(Dataset entries)
▼

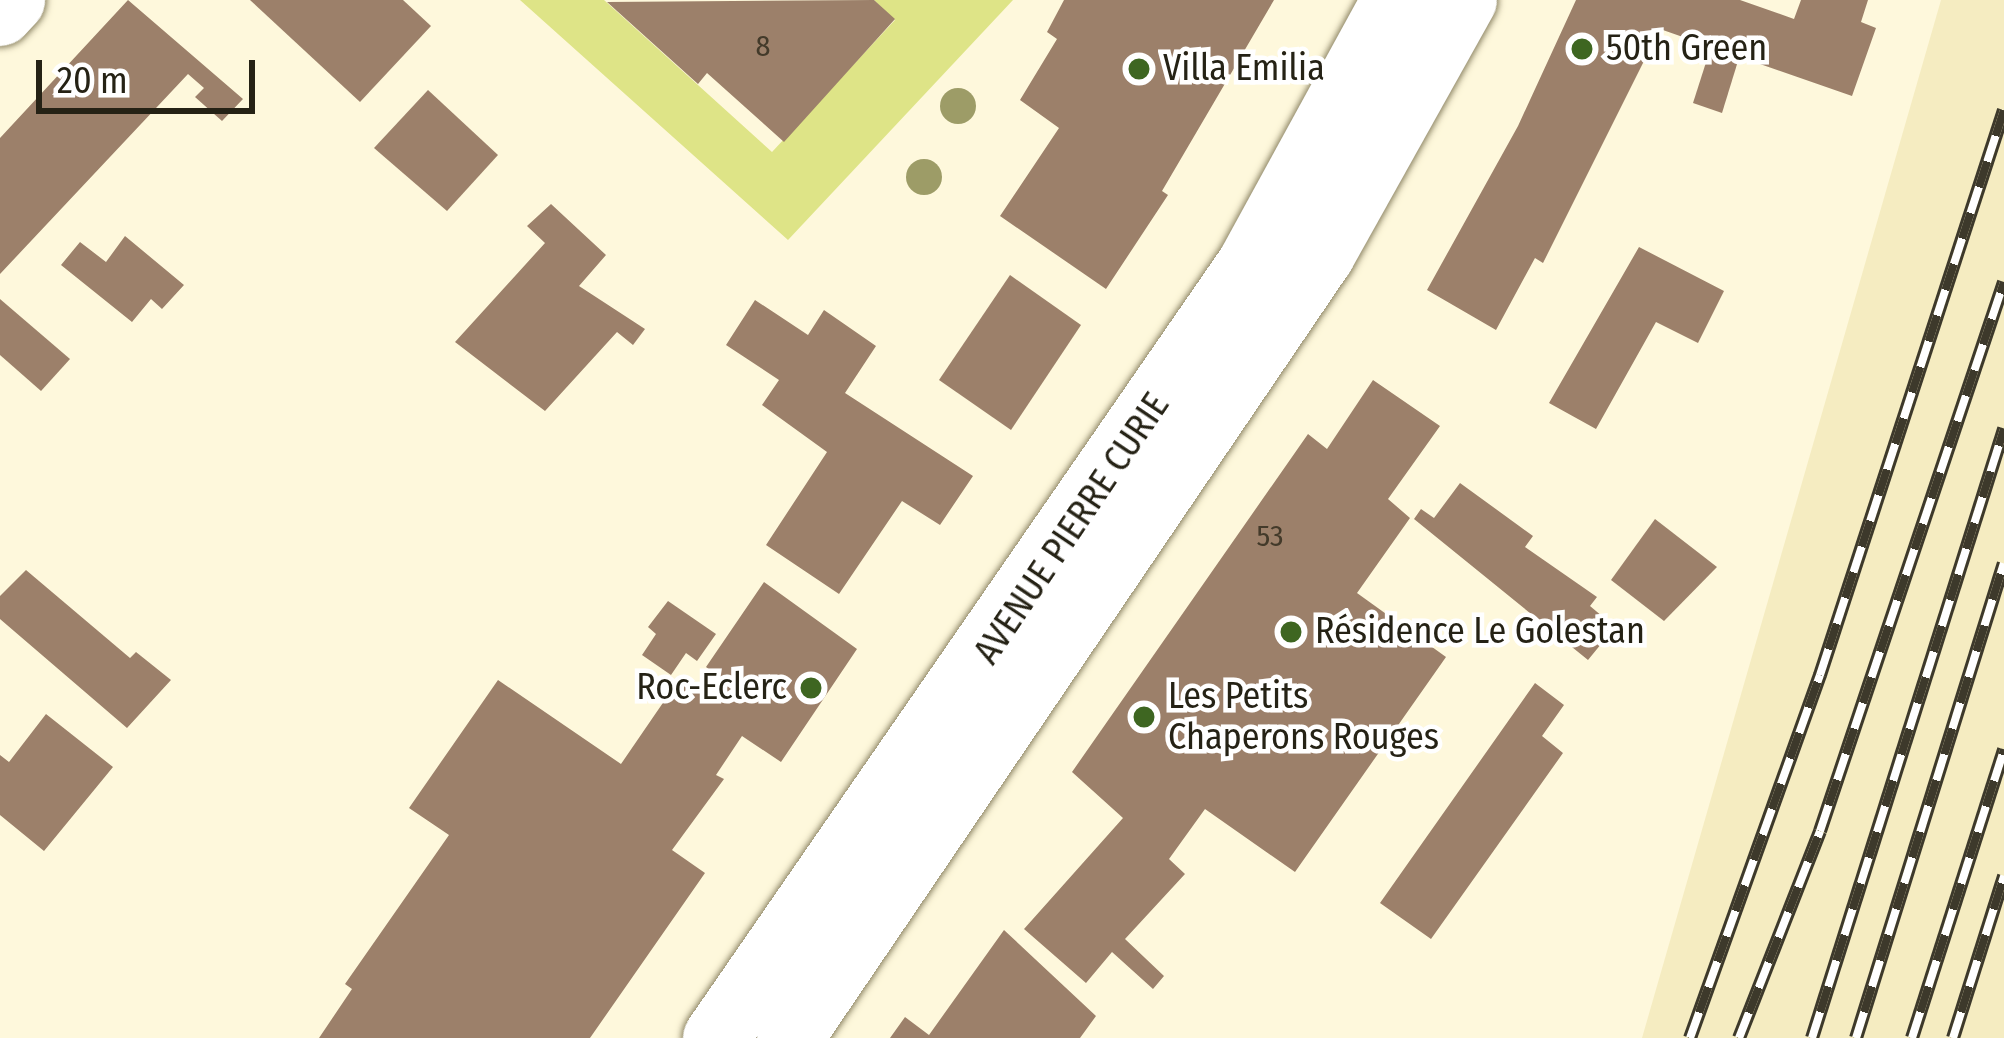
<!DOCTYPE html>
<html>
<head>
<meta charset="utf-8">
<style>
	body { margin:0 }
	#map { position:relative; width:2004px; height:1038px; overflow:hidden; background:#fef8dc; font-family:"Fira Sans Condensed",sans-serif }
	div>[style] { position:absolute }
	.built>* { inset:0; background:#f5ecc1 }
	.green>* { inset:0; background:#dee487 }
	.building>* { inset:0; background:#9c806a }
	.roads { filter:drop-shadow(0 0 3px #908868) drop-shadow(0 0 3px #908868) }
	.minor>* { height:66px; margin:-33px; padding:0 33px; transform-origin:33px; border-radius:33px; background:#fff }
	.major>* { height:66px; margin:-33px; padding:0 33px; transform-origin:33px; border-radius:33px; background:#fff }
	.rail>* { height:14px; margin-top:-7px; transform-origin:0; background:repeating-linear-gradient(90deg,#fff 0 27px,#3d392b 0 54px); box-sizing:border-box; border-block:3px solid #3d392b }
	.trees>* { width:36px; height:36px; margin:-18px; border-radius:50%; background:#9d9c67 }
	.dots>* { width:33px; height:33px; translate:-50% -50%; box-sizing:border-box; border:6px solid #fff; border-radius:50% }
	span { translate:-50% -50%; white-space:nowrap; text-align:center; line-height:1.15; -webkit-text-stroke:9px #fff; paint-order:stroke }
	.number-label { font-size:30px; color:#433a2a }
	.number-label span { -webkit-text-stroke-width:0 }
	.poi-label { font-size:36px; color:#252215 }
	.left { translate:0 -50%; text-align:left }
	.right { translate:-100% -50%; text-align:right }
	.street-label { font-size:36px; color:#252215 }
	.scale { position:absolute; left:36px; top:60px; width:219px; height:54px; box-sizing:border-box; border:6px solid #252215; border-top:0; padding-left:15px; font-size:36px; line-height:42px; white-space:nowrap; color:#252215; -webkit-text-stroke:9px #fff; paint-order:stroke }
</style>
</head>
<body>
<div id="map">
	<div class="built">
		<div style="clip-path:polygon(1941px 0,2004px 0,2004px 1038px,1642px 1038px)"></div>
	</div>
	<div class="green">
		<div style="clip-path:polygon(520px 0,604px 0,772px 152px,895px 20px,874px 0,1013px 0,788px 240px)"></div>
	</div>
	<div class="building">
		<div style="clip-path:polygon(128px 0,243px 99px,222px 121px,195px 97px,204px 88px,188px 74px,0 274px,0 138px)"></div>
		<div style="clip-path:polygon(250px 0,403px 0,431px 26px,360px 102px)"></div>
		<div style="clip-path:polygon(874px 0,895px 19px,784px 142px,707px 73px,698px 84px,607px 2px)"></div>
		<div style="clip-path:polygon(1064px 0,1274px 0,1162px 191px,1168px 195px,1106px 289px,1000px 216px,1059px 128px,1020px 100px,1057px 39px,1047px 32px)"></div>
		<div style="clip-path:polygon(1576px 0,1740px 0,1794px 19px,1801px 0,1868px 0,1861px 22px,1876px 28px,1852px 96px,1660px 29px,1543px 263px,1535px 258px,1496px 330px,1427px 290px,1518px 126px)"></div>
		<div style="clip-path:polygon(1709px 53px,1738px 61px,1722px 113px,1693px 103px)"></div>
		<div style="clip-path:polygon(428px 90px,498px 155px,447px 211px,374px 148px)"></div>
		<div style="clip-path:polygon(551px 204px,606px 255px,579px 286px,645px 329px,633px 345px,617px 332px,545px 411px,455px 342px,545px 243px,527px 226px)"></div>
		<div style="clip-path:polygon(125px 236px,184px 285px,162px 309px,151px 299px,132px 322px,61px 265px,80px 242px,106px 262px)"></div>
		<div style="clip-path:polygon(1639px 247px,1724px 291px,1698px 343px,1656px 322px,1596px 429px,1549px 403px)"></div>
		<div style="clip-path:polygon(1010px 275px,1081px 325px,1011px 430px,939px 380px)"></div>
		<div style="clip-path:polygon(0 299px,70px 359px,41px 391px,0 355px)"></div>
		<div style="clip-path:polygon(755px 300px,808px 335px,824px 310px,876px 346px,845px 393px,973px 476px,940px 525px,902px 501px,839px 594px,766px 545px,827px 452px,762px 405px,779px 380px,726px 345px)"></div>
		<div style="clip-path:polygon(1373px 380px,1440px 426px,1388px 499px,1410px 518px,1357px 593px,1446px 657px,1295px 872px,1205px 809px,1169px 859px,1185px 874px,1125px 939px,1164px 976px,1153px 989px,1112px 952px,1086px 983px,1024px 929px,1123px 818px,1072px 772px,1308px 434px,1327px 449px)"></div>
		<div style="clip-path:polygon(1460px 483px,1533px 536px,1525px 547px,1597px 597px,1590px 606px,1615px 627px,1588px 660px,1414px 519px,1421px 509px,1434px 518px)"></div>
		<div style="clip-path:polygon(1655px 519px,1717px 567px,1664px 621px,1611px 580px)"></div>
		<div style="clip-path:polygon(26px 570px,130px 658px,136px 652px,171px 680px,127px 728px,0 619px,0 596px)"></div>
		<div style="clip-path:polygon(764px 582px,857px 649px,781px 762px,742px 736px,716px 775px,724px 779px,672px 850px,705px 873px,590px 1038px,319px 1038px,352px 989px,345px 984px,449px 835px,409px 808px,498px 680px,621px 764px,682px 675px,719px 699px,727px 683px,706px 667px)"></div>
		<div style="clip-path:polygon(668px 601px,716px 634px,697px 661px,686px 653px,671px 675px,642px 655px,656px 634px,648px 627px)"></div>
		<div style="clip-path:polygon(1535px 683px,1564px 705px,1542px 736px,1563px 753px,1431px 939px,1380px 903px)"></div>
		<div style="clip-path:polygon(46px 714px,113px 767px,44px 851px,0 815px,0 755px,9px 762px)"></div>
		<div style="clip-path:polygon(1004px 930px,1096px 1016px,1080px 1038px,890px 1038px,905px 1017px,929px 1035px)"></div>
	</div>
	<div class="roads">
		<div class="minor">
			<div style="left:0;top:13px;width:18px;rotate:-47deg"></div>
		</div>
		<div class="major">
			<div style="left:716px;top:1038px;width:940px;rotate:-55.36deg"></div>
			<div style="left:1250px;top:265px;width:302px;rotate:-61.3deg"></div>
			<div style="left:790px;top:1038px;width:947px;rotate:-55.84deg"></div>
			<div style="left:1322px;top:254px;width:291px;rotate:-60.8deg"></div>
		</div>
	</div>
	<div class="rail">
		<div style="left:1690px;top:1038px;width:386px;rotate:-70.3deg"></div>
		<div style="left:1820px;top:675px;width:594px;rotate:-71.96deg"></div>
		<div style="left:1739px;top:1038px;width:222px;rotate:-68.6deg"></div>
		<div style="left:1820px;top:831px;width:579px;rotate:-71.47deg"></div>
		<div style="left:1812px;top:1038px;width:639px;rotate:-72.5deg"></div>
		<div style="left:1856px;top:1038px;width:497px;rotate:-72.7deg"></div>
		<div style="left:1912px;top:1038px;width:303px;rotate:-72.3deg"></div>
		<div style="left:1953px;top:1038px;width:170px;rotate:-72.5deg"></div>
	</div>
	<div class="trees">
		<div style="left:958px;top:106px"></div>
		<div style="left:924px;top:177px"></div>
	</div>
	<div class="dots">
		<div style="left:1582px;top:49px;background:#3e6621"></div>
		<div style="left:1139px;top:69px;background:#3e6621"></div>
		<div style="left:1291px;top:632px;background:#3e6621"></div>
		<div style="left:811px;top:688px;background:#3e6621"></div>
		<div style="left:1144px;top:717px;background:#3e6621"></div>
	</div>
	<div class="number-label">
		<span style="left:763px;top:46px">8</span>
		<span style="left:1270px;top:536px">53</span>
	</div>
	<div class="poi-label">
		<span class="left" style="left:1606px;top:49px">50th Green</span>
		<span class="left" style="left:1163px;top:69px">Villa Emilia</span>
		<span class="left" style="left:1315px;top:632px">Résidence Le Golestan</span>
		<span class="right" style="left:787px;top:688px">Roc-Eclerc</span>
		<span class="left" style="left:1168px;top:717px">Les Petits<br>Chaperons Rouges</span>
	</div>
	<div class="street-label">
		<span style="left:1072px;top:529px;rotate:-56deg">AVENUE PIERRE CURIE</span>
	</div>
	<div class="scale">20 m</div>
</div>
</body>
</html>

▲
▼

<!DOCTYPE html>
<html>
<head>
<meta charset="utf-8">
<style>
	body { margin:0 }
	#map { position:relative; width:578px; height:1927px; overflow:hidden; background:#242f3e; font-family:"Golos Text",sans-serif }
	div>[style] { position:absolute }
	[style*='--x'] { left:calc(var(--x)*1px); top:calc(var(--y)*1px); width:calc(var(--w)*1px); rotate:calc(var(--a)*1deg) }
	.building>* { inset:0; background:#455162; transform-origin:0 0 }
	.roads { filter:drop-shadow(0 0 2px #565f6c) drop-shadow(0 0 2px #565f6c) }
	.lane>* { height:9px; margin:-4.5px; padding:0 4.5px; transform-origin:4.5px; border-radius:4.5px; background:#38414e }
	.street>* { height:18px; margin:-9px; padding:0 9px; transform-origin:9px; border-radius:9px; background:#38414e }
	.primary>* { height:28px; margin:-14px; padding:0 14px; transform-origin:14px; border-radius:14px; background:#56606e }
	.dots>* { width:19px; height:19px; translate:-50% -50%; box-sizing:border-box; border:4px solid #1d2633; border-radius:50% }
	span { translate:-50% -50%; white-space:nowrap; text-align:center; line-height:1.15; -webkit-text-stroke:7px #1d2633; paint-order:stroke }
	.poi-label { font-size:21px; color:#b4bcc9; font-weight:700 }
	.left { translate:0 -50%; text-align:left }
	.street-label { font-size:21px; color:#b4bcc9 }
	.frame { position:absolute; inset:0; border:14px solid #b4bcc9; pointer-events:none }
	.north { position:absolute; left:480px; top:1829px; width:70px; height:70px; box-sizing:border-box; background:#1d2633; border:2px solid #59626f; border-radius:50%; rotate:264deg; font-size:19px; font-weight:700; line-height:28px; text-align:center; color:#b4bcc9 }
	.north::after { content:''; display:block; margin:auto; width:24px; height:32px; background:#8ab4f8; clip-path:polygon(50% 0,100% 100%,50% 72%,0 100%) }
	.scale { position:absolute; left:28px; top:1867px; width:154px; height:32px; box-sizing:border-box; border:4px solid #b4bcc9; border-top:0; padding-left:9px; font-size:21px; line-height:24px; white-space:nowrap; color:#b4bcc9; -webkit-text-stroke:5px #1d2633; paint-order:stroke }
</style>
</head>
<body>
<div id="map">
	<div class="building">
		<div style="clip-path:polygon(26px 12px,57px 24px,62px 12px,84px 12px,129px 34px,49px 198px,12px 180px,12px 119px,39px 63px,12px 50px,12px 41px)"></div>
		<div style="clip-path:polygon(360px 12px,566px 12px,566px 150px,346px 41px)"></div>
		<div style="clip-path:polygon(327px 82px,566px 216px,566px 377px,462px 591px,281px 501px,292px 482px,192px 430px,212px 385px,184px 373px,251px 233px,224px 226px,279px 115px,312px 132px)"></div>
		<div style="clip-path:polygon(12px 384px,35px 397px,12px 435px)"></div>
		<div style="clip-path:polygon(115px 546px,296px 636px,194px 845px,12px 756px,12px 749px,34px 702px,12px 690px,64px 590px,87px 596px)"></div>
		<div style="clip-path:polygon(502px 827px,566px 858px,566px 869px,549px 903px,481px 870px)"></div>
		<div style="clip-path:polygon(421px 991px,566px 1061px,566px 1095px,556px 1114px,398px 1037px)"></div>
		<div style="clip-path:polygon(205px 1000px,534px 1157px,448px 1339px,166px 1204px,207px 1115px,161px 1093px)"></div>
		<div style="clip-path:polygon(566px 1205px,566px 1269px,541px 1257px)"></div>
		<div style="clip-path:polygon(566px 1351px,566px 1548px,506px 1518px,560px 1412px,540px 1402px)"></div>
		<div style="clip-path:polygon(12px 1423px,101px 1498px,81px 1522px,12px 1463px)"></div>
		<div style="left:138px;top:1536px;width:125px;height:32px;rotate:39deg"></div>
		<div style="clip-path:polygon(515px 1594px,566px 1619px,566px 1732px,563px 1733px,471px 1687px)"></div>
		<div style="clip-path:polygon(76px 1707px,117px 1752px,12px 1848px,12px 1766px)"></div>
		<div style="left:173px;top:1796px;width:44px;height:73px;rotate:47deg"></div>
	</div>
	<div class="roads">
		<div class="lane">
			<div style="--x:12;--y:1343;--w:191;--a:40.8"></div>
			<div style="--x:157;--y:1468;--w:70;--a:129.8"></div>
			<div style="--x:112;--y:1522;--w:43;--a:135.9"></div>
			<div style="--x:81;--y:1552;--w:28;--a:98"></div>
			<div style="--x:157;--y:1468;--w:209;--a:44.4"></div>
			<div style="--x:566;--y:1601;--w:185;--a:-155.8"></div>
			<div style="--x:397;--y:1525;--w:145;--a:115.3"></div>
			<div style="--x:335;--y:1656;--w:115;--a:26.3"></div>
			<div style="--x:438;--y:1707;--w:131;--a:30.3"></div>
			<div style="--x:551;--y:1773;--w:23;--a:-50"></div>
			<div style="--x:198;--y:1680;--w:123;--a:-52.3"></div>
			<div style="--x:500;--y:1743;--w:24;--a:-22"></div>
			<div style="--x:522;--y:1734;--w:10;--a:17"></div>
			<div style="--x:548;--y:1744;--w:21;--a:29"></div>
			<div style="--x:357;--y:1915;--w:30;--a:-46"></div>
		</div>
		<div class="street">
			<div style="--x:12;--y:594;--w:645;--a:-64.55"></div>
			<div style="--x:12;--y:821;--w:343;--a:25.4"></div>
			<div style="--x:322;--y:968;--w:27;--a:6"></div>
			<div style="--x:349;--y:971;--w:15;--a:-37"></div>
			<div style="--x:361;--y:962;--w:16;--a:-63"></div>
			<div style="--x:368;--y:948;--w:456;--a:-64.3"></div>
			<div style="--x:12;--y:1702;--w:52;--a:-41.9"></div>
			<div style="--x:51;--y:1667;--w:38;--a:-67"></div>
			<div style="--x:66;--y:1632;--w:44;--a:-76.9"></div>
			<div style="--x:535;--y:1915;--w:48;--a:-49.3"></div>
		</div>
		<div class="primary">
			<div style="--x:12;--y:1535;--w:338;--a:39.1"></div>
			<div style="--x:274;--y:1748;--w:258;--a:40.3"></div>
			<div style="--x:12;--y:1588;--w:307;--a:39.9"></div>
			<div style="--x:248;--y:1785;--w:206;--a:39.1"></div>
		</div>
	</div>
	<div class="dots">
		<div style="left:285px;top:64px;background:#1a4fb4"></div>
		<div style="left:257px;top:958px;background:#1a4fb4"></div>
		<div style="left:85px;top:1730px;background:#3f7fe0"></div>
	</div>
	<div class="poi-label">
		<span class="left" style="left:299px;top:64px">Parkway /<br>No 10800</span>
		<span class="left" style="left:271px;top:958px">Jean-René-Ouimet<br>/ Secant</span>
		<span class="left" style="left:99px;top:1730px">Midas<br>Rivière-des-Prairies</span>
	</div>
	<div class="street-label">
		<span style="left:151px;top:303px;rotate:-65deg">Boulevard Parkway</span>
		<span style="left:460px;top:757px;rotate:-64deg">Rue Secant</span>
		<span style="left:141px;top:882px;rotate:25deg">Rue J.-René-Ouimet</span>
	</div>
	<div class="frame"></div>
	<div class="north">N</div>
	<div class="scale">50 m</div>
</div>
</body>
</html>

▲

▸ **The task**: Among the entries above, copy exactly only the lines starting with the one containing "position:relative; width:578px; height:1927px;" and going through the one containing "font-size:21px; color:#b4bcc9; font-weight:700", both ends included.

▸ **Result for this exercise**:
	#map { position:relative; width:578px; height:1927px; overflow:hidden; background:#242f3e; font-family:"Golos Text",sans-serif }
	div>[style] { position:absolute }
	[style*='--x'] { left:calc(var(--x)*1px); top:calc(var(--y)*1px); width:calc(var(--w)*1px); rotate:calc(var(--a)*1deg) }
	.building>* { inset:0; background:#455162; transform-origin:0 0 }
	.roads { filter:drop-shadow(0 0 2px #565f6c) drop-shadow(0 0 2px #565f6c) }
	.lane>* { height:9px; margin:-4.5px; padding:0 4.5px; transform-origin:4.5px; border-radius:4.5px; background:#38414e }
	.street>* { height:18px; margin:-9px; padding:0 9px; transform-origin:9px; border-radius:9px; background:#38414e }
	.primary>* { height:28px; margin:-14px; padding:0 14px; transform-origin:14px; border-radius:14px; background:#56606e }
	.dots>* { width:19px; height:19px; translate:-50% -50%; box-sizing:border-box; border:4px solid #1d2633; border-radius:50% }
	span { translate:-50% -50%; white-space:nowrap; text-align:center; line-height:1.15; -webkit-text-stroke:7px #1d2633; paint-order:stroke }
	.poi-label { font-size:21px; color:#b4bcc9; font-weight:700 }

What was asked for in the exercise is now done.